Review by Derrick Carter
Running Time: 2 hours 8 minutes
MPAA Rating: Not Rated
(Japanese with English subtitles)
Directed by: Takashi Miike
Written by: Takashi Miike
(based on the novel AKU NO KYOTEN by Yusuke Kishi)
Starring: Hideaki Ito, Takayuki Yamada, Mitsuru Fukikoshi, Takehiro Hira, Shota Sometani & Fumi Nikaido
BATTLE ROYALE was released in Japan in the year 2000 and instantly received a huge amount of controversy about the content (teenagers being forced to kill other teenagers). Not until the PG-13 Americanized version of BATTLE ROYALE (a.k.a. THE HUNGER GAMES) was released, did cinephiles even receive a proper release of this film. It took BATTLE ROYALE twelve long years to get a release in the USA. Sure, there were other ways of seeing it (Region Free DVDs or Importing), but those who wanted a legit studio release would wait over a decade to see this film. Why am I going on about BATTLE ROYALE, when this review is about LESSON OF THE EVIL? Because I will very shocked if ROYALE’s fate doesn’t also mirror what eventually happens to this film (minus the Americanized PG-13 version).
Words can barely do justice to how dark, twisted, disturbing, and hideously funny this film is. The content alone will give it major controversy in the states. Since prolific filmmaker Takashi Miike is behind it, you know there’s a lot of care and effort put into it. It pays off, but it doesn’t lessen any of the total chaos unleashed in this sick film.
Hasumi is a well-liked, handsome teacher who seems to glitter in the social spotlight (as one of his fellow colleagues puts it). His students like him. His peers respect him. Overall, Hasumi seems like the perfect example that all teachers should strive to be. There’s just one little set back. Hasumi is actually a lunatic who’s systematically planning the murder of each and every one of his students. The film isn’t just about Hasumi plotting a mass murdering spree, because it interweaves different subplots involving the students and other teachers. Mature topics are addressed that could (and do) have entire features devoted to them such as abuse, bullying, and pedophilia. Taking center stage is still Hasumi as he uses each emotion and every circumstance around him to his cruel advantage. Will any of the students survive his rage or will he get away with his evil deeds?
Weird is one of the many words that could be applied to this film. It’s masterfully made (as Miike does have over 90 film credits to his name) and works in far more than the sense of just a slasher film (which a lot of people have been labeling it as). This is kind of like a Japanese Cronenbergian type of film. It’s bizarre, dark, and strange all the way through, but it also is entertaining beyond belief. The violence is shocking (as should be expected since we do see students being killed with a shotgun at point-blank range).

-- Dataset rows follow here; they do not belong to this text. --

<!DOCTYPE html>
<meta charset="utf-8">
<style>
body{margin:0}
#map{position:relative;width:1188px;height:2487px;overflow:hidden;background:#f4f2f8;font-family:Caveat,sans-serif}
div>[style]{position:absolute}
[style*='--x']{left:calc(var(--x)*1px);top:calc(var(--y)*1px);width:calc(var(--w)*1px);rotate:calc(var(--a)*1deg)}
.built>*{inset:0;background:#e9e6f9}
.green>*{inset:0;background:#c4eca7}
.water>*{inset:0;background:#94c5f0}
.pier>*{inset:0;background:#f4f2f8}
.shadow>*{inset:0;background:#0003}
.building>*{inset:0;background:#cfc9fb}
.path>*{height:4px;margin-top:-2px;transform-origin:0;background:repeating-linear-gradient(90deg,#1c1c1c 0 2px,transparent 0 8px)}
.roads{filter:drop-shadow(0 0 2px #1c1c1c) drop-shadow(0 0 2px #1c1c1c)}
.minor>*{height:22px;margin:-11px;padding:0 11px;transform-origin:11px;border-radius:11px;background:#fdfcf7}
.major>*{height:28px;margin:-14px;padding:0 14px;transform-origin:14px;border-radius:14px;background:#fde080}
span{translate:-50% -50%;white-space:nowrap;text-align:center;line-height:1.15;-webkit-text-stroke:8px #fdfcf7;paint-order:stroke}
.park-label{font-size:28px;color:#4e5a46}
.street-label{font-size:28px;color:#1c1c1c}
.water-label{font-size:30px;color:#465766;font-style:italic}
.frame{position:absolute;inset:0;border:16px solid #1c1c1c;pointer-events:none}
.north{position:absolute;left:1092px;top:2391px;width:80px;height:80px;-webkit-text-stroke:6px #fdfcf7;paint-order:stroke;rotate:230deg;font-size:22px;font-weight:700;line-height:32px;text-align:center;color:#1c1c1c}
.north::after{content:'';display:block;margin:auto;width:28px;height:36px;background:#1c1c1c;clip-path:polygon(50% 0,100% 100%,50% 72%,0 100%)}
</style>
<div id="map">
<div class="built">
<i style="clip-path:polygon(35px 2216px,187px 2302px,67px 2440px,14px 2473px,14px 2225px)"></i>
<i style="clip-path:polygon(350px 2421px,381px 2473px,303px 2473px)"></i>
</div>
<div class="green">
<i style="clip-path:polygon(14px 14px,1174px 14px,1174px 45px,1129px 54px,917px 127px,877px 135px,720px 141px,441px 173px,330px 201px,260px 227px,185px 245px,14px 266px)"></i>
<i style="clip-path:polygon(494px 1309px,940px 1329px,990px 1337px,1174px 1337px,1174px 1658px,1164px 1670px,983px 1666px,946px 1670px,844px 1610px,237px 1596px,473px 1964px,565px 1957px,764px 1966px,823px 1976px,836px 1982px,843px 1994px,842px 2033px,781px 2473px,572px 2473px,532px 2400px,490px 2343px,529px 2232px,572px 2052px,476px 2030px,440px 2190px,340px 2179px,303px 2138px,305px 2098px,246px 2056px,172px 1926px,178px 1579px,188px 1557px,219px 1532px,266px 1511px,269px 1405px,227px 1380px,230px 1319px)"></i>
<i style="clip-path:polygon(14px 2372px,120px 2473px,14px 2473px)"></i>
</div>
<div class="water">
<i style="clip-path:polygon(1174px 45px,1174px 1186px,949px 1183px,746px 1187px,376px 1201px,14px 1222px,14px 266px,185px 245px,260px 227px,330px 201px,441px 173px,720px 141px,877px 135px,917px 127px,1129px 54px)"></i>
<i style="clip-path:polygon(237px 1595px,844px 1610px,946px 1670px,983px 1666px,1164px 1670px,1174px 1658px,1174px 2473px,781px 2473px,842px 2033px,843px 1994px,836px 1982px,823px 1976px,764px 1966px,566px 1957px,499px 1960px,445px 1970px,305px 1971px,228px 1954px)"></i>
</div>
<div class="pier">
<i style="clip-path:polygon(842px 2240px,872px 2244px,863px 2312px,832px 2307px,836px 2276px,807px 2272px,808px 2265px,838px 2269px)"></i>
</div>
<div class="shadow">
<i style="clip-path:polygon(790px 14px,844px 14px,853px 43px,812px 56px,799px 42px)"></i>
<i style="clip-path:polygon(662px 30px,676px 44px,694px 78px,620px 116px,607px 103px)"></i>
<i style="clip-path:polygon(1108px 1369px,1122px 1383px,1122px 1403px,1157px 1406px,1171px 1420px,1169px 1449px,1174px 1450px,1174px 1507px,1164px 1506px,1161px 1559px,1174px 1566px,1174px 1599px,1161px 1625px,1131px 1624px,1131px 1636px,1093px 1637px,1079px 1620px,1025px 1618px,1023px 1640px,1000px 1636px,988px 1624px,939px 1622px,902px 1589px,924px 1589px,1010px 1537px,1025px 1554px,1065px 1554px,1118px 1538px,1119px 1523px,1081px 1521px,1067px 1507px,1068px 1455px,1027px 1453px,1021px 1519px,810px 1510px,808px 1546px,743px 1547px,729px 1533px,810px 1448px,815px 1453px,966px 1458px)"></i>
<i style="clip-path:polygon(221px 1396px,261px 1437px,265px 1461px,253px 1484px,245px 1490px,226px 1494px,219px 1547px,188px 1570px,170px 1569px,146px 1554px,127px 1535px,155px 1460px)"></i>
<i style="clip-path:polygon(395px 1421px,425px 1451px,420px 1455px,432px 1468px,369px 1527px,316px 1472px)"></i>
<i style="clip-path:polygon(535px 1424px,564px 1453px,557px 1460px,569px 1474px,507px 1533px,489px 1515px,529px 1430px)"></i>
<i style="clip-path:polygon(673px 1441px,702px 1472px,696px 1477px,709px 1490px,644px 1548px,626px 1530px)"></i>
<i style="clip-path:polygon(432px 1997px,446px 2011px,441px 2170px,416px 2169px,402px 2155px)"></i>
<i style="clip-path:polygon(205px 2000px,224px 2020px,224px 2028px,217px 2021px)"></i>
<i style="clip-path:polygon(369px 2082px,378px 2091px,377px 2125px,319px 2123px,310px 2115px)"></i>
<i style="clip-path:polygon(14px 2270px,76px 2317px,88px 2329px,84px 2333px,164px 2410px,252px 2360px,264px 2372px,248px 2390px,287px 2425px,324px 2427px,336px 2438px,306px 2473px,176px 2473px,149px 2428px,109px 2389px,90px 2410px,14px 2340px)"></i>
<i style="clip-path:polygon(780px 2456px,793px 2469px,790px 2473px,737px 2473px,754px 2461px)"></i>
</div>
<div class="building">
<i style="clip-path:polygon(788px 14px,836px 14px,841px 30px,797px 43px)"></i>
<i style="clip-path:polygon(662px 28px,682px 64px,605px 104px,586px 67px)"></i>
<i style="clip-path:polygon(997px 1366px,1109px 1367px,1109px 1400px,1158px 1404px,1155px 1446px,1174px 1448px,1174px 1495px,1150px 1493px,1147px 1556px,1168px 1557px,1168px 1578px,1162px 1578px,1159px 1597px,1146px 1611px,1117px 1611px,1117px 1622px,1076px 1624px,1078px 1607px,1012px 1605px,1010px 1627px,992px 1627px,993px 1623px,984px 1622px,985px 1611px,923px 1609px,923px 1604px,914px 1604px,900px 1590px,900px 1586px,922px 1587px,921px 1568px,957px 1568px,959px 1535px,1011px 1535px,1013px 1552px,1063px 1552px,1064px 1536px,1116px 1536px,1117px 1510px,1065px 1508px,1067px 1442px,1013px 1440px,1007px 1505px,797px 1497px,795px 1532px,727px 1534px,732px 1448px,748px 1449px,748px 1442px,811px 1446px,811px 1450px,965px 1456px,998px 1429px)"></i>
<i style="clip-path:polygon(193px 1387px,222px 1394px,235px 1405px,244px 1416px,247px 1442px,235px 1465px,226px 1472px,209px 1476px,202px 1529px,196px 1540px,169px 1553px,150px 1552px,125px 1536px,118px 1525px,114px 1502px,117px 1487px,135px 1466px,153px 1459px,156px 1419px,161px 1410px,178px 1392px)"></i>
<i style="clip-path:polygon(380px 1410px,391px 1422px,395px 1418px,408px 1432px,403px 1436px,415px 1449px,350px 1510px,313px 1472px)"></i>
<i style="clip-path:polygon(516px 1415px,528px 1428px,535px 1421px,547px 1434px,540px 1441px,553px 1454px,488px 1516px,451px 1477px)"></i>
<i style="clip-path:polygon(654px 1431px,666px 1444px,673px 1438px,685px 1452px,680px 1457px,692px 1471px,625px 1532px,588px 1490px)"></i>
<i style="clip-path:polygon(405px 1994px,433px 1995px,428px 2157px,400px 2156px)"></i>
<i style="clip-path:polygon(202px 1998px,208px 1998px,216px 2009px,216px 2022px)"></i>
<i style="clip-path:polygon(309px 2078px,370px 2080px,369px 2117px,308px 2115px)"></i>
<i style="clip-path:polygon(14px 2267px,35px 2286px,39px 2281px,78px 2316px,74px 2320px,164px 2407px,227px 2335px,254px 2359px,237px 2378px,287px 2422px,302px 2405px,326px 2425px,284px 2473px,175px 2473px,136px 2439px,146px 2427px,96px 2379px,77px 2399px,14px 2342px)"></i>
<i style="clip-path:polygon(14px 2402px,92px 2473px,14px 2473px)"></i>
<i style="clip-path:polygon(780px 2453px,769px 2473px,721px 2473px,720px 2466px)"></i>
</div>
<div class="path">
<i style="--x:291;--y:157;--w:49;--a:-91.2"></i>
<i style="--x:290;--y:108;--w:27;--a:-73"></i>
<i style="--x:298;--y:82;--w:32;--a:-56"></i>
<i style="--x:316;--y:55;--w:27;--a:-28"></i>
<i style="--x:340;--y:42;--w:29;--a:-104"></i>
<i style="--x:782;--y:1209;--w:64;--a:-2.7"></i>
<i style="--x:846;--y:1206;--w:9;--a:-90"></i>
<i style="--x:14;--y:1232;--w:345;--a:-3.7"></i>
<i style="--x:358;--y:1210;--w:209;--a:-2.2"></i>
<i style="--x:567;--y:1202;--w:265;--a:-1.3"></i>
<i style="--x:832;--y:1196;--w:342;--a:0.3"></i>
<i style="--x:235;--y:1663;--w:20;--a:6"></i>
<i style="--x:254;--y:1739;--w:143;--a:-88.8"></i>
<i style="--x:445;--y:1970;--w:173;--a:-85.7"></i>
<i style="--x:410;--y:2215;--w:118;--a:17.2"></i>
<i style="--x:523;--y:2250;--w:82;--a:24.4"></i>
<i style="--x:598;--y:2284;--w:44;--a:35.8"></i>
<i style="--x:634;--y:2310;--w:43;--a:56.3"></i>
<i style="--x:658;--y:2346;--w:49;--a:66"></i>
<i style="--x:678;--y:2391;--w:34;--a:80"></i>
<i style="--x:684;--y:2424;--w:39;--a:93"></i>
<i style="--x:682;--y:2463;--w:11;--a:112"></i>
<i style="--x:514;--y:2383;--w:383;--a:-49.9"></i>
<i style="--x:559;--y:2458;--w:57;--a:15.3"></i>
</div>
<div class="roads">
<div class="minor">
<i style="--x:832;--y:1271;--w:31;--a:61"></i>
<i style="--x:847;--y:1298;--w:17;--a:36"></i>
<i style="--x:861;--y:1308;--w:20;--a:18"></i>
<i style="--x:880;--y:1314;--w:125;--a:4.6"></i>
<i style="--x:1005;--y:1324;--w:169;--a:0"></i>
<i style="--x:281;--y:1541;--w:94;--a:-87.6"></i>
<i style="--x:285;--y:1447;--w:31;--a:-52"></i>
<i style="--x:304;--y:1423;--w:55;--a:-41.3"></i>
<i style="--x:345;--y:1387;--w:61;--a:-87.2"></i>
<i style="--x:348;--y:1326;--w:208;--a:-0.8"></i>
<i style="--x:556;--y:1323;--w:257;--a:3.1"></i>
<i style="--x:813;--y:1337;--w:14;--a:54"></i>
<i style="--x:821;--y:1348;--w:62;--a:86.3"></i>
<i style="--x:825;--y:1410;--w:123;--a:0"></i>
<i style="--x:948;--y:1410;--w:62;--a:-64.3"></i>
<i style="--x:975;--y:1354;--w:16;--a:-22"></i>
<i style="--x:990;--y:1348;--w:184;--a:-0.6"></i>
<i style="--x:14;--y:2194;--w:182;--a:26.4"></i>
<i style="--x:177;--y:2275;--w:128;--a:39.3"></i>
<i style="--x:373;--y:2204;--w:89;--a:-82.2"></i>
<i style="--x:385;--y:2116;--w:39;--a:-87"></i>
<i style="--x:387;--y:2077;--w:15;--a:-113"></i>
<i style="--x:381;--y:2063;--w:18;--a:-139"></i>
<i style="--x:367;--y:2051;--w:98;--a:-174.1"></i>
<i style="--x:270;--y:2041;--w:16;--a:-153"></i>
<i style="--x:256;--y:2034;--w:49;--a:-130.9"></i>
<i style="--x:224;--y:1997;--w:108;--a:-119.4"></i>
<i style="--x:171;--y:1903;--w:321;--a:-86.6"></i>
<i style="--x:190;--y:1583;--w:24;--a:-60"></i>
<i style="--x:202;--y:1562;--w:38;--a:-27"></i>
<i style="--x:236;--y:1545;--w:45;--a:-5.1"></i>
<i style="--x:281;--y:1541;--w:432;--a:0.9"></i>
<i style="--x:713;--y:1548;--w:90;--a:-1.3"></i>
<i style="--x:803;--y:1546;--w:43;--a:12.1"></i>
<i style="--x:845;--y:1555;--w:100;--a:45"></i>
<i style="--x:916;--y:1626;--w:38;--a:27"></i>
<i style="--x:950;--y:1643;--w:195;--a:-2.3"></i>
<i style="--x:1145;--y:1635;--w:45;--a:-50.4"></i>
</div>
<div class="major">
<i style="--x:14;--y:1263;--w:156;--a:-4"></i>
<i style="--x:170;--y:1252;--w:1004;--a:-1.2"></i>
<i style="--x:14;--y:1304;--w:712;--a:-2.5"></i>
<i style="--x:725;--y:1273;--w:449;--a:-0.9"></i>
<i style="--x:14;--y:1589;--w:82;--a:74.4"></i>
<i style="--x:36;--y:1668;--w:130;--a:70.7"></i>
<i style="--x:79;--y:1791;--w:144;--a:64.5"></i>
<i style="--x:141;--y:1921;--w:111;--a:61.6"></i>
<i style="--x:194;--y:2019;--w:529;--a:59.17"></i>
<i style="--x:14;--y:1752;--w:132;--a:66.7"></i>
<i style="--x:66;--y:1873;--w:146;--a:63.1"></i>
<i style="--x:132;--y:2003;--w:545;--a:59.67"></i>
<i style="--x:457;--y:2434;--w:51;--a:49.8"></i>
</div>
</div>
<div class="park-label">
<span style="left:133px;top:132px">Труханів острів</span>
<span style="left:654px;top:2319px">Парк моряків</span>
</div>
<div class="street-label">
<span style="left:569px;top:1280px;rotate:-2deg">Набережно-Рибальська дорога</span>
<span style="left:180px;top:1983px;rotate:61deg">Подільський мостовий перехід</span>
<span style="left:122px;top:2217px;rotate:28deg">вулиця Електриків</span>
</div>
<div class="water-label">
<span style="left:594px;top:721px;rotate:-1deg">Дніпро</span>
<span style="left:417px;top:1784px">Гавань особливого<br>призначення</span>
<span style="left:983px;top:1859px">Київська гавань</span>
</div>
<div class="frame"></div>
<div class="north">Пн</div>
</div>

There’s plenty of blood, gore, and even a brief scene of body-horror that comes into play (which makes perfect sense in the context of the film).
One of the key things that keeps this deranged movie going is that it doesn’t completely focus on the dark side of things and manages to have some genuinely funny moments without ever losing it’s edge. One joke worked hysterically well for me, especially because it came after such a horrible scene committed on film, that I was almost dying with laughter (pun intended). The performance of Hideaki Ito brings life to this insane and very charismatic main character that, though never rooting for him, we can’t help being interested in the next step of his bloody master plan. I appreciated how the pretty guy was the complete psycho and the ugly outcast member of the faculty is actually a bit of a hero to some extent.
Miike constantly pulls the rug out from the viewer’s feet too. There were multiple moments where I thought one thing was going to happen and it was completely reversed. It the sleight of hand trick that Miike pulls off as writer/director and he does so multiple times in ways that don’t get old. The only real problem I had with LESSON OF THE EVIL comes in some unnecessary flashbacks. We don’t need to know Hasumi’s background, because the less we know about something the scarier it is. However, we are given every bit of detail involving the events in this man’s life (from a teenager onwards) that led him to this horrifying decision.
LESSON OF THE EVIL is a ballsy movie that will naturally generate controversy, but it’s also extremely well made and damn entertaining. There are moments of humor that never detract from just how twisted the whole film is. So if you’re looking for something dark, shocking, and scathingly funny, with some original thought to it also, then check out LESSON OF THE EVIL (assuming that it ever gets released in America). This is one class you’ll want to attend!